Didier Saint-Georges, managing director at Carmignac, the €42 billion French independent asset manager, poses two fundamental questions facing financial markets today:

  • does the possibility of a new pickup in global growth – supported by China’s stimulus package, a favourable comparison basis after the dip in 2018, widespread dovish monetary policy and an ongoing boom in the United States – outweigh the growing evidence of waning momentum in an American economy suffering, with a lag, from the excessive monetary tightening in 2018, the natural ageing of an already long business cycle and blowback from Washington’s blatantly mercantilist trade policy?
  • Further down the road, the inescapable question has to do with the global consequences of the growing rivalry between China and the US. For the first time in thirty years, geopolitics could once again take precedence over world trade.

Didier Saint-Georges, managing director at Carmignac, explains:

“It’s apparently taken financial markets a while to admit that there is more to the recent tensions between the United States and China than just a spat over tariffs.
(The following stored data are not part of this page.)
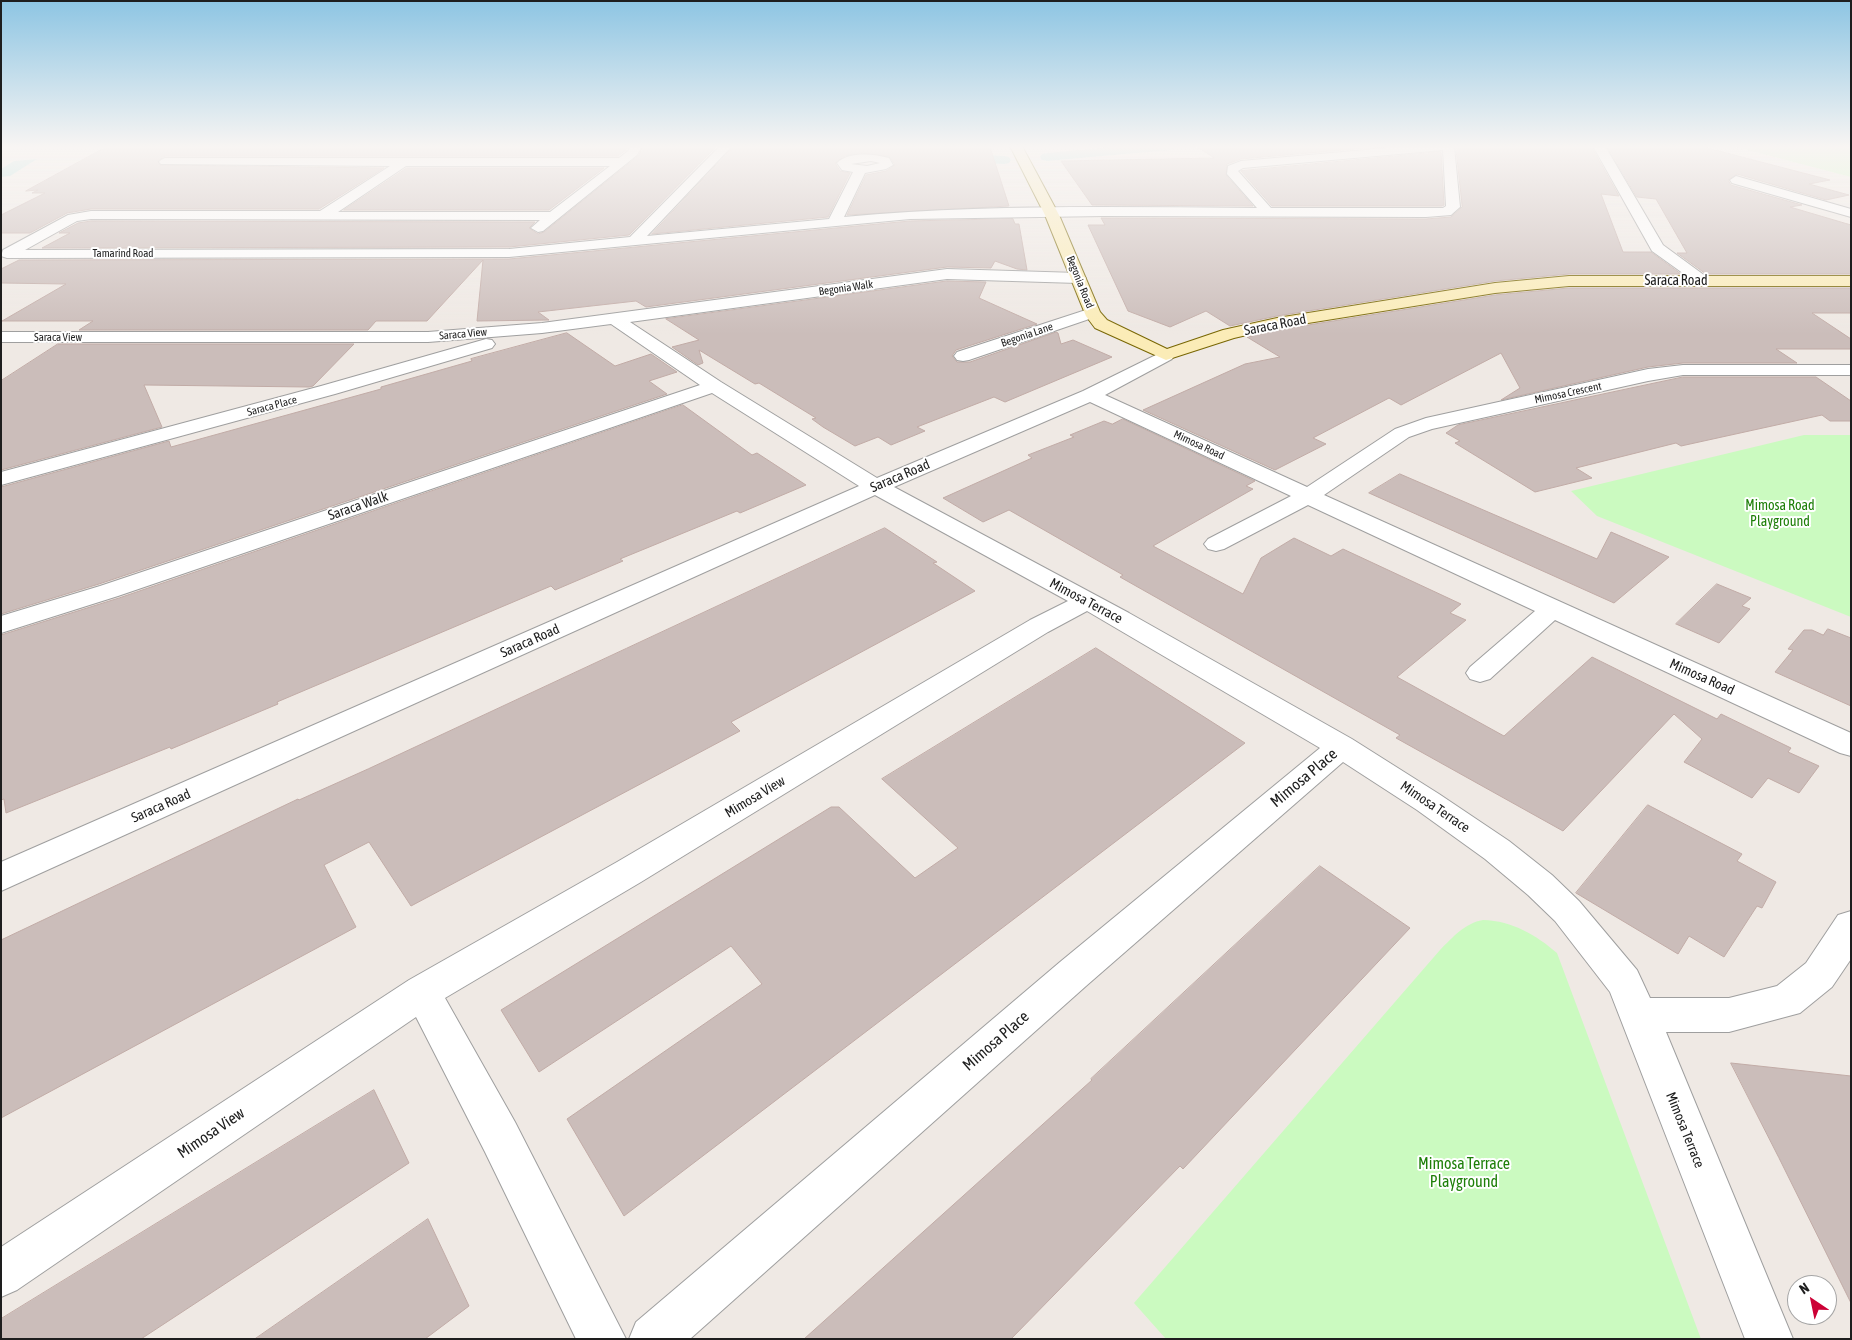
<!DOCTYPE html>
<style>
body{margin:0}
#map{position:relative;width:1852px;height:1340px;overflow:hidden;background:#efe9e4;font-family:"Asap Condensed",sans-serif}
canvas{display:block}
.frame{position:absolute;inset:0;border:2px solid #1e1e1e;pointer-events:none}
.north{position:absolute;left:1787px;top:1275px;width:50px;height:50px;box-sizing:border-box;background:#fff;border:1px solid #a5a5a5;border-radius:50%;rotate:326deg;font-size:14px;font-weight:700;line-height:20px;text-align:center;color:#1e1e1e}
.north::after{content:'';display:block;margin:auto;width:18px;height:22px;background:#cc0035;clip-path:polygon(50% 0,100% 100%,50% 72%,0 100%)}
</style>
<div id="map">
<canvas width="1852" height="1340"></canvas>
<div class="frame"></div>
<div class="north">N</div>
</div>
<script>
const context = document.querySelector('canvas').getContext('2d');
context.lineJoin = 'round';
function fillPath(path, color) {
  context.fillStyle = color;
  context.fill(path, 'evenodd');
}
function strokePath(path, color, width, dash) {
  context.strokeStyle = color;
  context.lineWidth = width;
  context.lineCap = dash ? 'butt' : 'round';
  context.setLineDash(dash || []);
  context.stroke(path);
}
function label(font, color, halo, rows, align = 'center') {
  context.font = font + ' "Asap Condensed",sans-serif';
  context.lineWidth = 4;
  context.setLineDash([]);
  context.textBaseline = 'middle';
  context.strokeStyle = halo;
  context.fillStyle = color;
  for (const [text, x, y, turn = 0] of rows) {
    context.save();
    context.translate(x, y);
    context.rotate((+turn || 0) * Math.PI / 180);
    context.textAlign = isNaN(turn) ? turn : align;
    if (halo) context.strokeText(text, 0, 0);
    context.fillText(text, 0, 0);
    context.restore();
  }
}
const park = new Path2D(`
 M1732,146h119v31z
 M1804,435h47v182l-254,-101 -26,-25z
 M1483,920c30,1 53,15 74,33l144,386h-535l-32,-36 306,-353c13,-13 25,-27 43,-30z`);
const water = new Path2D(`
 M37,159l-27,17 -9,1v-8l13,-8z`);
const canal = new Path2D(`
 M719,146h94l191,10 5,1 2,3 -2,3 -5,1 -278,-14 -5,-1z
 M1121,146h56l-2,3 -5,1 -123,11 -5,-1 -2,-3 2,-3 5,-1z`);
const building = new Path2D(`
 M108,146h520l-2,4 -8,6h-453l-7,5 2,4 224,3 -65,41h-228l-24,4 -37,20h-29v-18l44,-22h-13l6,-3 -12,1z
 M644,146h73l-88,89 -120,12 -467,1 28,-15h-11l19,-10 13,-2 444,1 -6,6 9,6 6,-2 94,-76z
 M734,146l256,1 19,59 -162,9 19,-40 20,-4 9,-6 -6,-9 -27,-3 -15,2 -12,8 5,8 10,2 -22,44 -176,17z
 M1196,146h192l-147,13 -14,5 -1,11 27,31 -161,-1 -31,-44 153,-3z
 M1456,146h135l28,50 -18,-2 22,58h28l30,22h-112l-74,7 -218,35 -47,10 -24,-15 -36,16 -42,-16 -40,-86h17l-4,-7 325,1 25,-2 11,-10z
 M1607,146h93l130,34 -21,4 40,11 -23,5 -89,-26 -9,6 3,5 71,20 -12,2 61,18v49h-145l-29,-21h10l-31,-54 -19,-2z
 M1441,152l3,53 -2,1h-170l-31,-35z
 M407,168h197l-55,42h-205z
 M1013,219l2,5h4l8,46 -10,-1 -22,-8 -4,7 -44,-1 -301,40 -10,-6 -98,11 11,8 -72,1 6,-61 -56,61h-51l-8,9h-289l14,-9h-91l64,-37 -65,-1v-14l18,-9 490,-1 401,-38z
 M947,281l39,1 -7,16 58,26 -81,26 -4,6 5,6h13l86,-30 2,1 3,11 12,-4 39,17 -107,45 -11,-5 -77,30 8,4 -34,14 -13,-8 -23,9 -32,-19 -11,-8 4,-1 -57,-35 -4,1 -56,-34 4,13 -5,2 -26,-18 27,-7 -33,-21z
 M1569,288h282v25h-39l39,26v10h-75l21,14h-114l-35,4 -147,33 19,-12 -19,-35 -100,52 -12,-7 -76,40 13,6 -51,26 -132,-60 102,-46 35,-7 -33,-20 30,-7 218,-35z
 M567,333l48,33 36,-12 26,18 -28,9 18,13 -568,190 -98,30v-127l168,-46 2,6 210,-58v-2l91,-26 -1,-2z
 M58,344h296l-41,42 -4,1 -165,-2 18,42 -161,43v-89z
 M1683,377h133l35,24v20h-21l-8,-6 -141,31 -5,-3 -100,25 16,10 -57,14 -80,-49 5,-2 -14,-8 12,-8z
 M683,405l69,50 5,-2 49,32 -66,28 -3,-2 -117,48 3,2 -68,29 -4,-4 -274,116 1,2 -107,45 -1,-2 -164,66 -2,-14 -3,1v-165l118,-37z
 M1123,419l132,62 -9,5 7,3 -100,57 90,48 18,-36 33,-20 37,18 12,-7 118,55 -11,9 16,7 -69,57 107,59 88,-79 125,62 4,-5 70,34 -3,4 31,14 -20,27 -31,-15 -16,20 -68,-36 18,-23 -28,-25 -111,117 -167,-93 4,-3 -280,-158 3,-2 -114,-65 -26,12 -40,-24 89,-40 -4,-3 46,-18 -4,-2 34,-14 8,3z
 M1400,474l197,85 14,-27 58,25 -55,46 -245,-110z
 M885,528l52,34 -4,1 42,28 -244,131 9,9 -329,175 -42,-64 -45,23 32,62 -355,191v-178l297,-141 1,1 69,-31z
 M1717,584l34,14 -9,8 8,3 -31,34 -43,-19z
 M1828,629l23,9v68l-76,-34 18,-22 -5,-1 16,-19h8l11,5z
 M1096,648l149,95 -621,473 -57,-97 195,-135 -31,-38 -192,126 -38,-62 330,-203h8l76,71 43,-30 -76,-69z
 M1648,805l94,49 -5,7 39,21 -14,26 -5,-2 -33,51 -35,-21 -11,18 -102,-61z
 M1320,866l90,62 -227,241 -3,-3 -169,173h-207l288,-259 -1,-1z
 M1731,1063l120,13v227l-72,-145z
 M374,1090l35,73 -268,176h-140v-20z
 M428,1219l41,87 -44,33h-170z`);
const street = new Path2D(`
 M630,146h12l-5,9 -94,76 -5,1 -7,-4 9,-8 -449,-1 -14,2 -52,29 484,-1 121,-12 90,-91h12l-85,90 182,-17 24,-47 -11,-2 -5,-7c12,-12 37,-9 52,-5l4,7 -7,4 -21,4 -21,44c137,-13 275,-10 413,-9l-30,-34 1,-8 13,-5 169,-15h44l6,61 -9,8 -25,2 -322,-1 -194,3 -401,38 -502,1 -6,-2 2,-6 65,-35 23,-4h229l70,-45 -229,-2 -2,-2 2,-2 4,-2h454l9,-7zM1443,150l3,56 -3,2h-172l-33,-37 5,-3zM871,161l9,2 -13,3 -16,-2zM406,166h204l-60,46h-212z
 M1593,146h12l58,99 45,33 3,3 -3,3h-10l-46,-33z
 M1736,176l115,33v8l-119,-34 -2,-3z
 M947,269l131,4 5,2 3,3 -3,3 -5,2 -131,-4 -317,43 91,60 156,96 206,-87 83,-41 6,1 3,4 -3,4 -67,36 202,92 88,-58 31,-11 222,-49 35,-4h168v10h-168l-35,6 -216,48 -23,8 -85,58 527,238v23l-11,-3 -285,-133 -65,59 -10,3 -10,-3 -4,-6 4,-6 65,-56 -227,-106 -84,44 -8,2 -8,-2 -4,-5 4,-5 83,-43 -201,-94 -196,85 235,126 223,126 87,55 70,47 43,34 27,26 58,69 13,28h79l48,-12 29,-23 32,-48 13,-4v48l-19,28 -32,26 -71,19h-63l127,307h-48l-135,-347 -55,-71 -27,-26 -43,-36 -68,-49 -74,-48 -257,224 -396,353h-61l7,-17 424,-360 260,-214 -233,-137 -39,21 -407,250 -196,116 70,124 111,217h-50l-91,-187 -69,-135 -399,273 -16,7v-50l408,-267 208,-118 413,-242 38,-19 -193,-106 -874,396v-29l858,-376 -147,-93 -594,203 -117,37v-17l99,-30 600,-201 -89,-61 -69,9 -114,9h-427v-10h427l114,-9z
 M1092,308l6,2 2,3 -2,3 -129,44 -6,1 -6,-1 -3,-4 3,-4z
 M486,339l6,1 3,4 -3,4 -157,46 -334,91v-13l320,-86z`);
const secondary = new Path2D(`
 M1010,146h12l37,69 41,97 7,8 60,29 56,-19 54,-12 218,-35 74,-7h282v10h-282l-74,7 -218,35 -43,10 -68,22 -71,-32 -9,-12 -41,-101z`);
const farStreetnames = [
 ["Tamarind Road",123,254],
 ["Begonia Road",1080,282,68],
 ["Begonia Walk",846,288,-8],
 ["Saraca View",463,334,-5],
 ["Begonia Lane",1027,335,-19],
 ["Saraca View",58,338],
 ["Mimosa Crescent",1568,393,-12],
 ["Saraca Place",272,406,-15],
 ["Mimosa Road",1199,445,25]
];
const streetNames = [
 ["Saraca Road",1676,281],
 ["Saraca Road",1275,325,-11],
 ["Saraca Road",900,476,-23],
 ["Saraca Walk",358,506,-19],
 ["Mimosa Terrace",1086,601,28],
 ["Saraca Road",530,641,-24],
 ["Mimosa Road",1702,677,24],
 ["Mimosa View",755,797,-31],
 ["Saraca Road",161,806,-24],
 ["Mimosa Terrace",1435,807,34],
 ["Mimosa Terrace",1685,1130,68]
];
const parkNames = [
 ["Mimosa Road",1780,506],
 ["Playground",1780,522]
];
const nearStreetnames = [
 ["Mimosa Place",1304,778,-40],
 ["Mimosa Place",996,1041,-41],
 ["Mimosa View",211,1133,-34]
];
const nearParknames = [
 ["Mimosa Terrace",1464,1164],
 ["Playground",1464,1182]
];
fillPath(park, '#cbfac0');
fillPath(water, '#a4dedc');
fillPath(canal, '#a4dedc');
fillPath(building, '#cbbdba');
strokePath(building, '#c1aba6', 1);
strokePath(street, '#9f9f9f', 2);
strokePath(secondary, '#786603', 2);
fillPath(street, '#fff');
fillPath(secondary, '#fbecb7');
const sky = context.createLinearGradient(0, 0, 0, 334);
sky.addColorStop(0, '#8dc5e3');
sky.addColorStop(0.44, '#f8f5f3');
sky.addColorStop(1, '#f8f5f300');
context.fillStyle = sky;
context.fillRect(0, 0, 1852, 334);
label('11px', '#1e1e1e', '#fff', farStreetnames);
label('14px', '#1e1e1e', '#fff', streetNames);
label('14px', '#1e7f09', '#fff', parkNames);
label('16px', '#1e1e1e', '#fff', nearStreetnames);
label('16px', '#1e7f09', '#fff', nearParknames);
</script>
They obviously reflect strategic rivalry as well.

“There is an unmistakable feeling in the US today that the country is heading for a Thucydides Trap (an analogy with what happened in ancient Greece when Sparta’s fears over the rise of Athenian imperialism led to the Peloponnesian War).

“On a less martial note, the current tensions between China and the US can also be interpreted as an irrepressible clash between two mercantilist powers. That policy puts the US on an inevitable collision course with China – a country criticised, and not so unfairly, for its mercantilist behaviour. We can also assume that the same treatment will eventually be applied to all nations whose trade surpluses with the United States thwart the Trump administration’s mercantilist designs – beginning with Germany and Japan.

“Therefore, the increasing friction between the United States and its trading partners is inherent in the economic model subscribed to by the Trump administration. And as far as China is concerned, that model is coupled with geostrategic rivalry. The intensity of that rivalry can be gauged from the fierce attack on Huawei.”

Europe between a rock and a hard place

In this complex environment, Saint-Georges says Europe is not operating from a position of strength. Not only can the ECB provide little in the way of monetary support, a handicap which would lead to a crippling appreciation of the euro in the event of a “currency war” between China and the US; the European Union also suffers from a number of vulnerabilities.

He added:

“The latest EU parliamentary elections are hardly to blame. True, several mainstream parties took a shellacking, notably in France and the United Kingdom. But the results at the polls show continued strong attachment to the EU.

“The trouble lies elsewhere. To start with, it looks like the reform process will be kept on hold for quite a while. Italy, France and several other member states have failed to give themselves the fiscal room to manoeuvre they will need to be able to counter the next economic slowdown. At the eurozone level as well, Emmanuel Macron’s proposal to create a common budget to rekindle growth has clearly fizzled out.

“The second source of vulnerability is Europe’s onlooker status in the tug-of-war between the US and China. That conflict may well prove damaging to the EU, both if the global economic outlook sours (since the pace of European GDP growth depends heavily on the state of world trade) and in the event of a US-China trade agreement, because even a shaky deal would no doubt be reached at the expense of Europe.”